“I’m glad of that, and I want you to remember, Horace, when you are making your speech, that you are not to consider me or my sentence at all. Say the thing that will help toward what we all want. Don’t think about me—just think about Mary Ellen and what she was willing to undergo, and all the rest of those poor black creatures that are longing so for their freedom.”
His chair was beside hers now and he was seizing her hand. “Rhoda! Not think about you! How can I help it? Don’t you know I’m always thinking about you and always hoping that some day you’ll think better about what I’ve been hoping for so long? Isn’t there any chance, any prospect of a chance, for me yet?”
She laid her free hand upon his two that were clasping hers. “I’m sorry, Horace! You know how much I like you, how much I prize your friendship—but you are like a dear brother to me, Horace, and I can’t think of you any other way!”
“But isn’t it possible that sometime—don’t you think, Rhoda, that after a while you’ll learn to like me the other way too? You know what I am, you know how much I love you—won’t my heart’s love draw yours, after a while?”

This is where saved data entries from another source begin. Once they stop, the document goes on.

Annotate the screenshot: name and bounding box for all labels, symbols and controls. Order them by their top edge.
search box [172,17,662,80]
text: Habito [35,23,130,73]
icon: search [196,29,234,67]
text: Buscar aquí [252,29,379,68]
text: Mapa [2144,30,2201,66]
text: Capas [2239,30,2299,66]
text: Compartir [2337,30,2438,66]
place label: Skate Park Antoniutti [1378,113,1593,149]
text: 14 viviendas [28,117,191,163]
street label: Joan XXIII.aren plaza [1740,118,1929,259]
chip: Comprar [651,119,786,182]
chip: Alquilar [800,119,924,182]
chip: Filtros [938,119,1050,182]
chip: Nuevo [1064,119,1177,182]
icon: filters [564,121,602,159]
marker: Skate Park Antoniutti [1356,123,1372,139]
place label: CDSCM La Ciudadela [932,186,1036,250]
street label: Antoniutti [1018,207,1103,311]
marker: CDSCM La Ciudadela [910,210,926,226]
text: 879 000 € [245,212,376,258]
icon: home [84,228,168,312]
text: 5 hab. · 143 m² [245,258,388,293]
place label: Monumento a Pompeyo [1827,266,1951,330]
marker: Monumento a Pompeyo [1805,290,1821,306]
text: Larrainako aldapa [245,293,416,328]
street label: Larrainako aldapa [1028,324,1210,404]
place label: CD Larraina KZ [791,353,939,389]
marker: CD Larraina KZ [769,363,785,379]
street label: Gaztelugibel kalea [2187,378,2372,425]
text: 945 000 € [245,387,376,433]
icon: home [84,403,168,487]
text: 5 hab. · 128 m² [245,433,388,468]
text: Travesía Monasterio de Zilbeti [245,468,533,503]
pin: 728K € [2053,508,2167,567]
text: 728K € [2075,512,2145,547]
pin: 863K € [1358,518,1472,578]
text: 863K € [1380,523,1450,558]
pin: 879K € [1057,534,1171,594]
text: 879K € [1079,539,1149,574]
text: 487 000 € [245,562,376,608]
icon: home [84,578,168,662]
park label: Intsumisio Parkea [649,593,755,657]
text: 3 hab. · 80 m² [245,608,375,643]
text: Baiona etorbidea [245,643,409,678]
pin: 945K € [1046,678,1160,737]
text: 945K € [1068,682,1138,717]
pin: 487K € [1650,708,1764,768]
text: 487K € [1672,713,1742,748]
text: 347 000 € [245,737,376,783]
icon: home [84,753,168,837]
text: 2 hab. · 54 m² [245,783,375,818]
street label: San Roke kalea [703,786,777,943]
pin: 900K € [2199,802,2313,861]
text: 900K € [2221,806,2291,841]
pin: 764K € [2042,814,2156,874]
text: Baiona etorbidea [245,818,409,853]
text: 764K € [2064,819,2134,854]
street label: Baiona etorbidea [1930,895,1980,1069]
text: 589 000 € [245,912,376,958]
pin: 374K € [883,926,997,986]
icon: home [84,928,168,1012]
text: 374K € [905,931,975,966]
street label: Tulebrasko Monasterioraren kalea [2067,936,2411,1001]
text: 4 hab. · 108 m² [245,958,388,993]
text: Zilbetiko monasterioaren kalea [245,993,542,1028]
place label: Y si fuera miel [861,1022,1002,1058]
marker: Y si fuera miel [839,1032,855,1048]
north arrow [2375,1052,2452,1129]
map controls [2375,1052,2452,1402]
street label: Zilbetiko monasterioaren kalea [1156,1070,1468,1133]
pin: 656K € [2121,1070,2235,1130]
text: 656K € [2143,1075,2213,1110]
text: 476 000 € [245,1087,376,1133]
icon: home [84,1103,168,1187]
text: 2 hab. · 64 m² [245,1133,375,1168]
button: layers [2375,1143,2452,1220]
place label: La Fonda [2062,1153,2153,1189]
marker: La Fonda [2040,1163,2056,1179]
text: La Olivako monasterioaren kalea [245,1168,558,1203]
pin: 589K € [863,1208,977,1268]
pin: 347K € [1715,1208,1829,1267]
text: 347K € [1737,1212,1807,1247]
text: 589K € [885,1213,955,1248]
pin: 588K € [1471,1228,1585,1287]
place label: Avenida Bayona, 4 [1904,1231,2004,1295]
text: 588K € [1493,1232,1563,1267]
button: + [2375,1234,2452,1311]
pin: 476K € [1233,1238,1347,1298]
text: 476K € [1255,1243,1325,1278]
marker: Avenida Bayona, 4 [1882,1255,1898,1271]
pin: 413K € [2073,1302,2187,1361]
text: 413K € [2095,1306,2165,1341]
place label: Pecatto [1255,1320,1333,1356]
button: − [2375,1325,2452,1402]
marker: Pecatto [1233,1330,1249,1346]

She shook her head and drew her hands away. “No, Horace, there isn’t any hope, not the least in the world. And I wish, dear Horace, I wish you would put it quite out of your mind. Don’t waste any more time thinking about me. There is many a nice girl who would make you a good wife, and I do wish, Horace, for your own sake, you would fall in love with one and marry her.”
He looked at her searchingly. “When a girl talks that way she really means it.”
“You know I mean it, Horace.”
“I mean, Rhoda, that she knows her own heart, clear through, and feels sure about it.”
“That’s the way I know mine,” she answered softly.
He seized her hand again as he exclaimed, “Does that mean, Rhoda, that there is some one else and that your heart is full already?”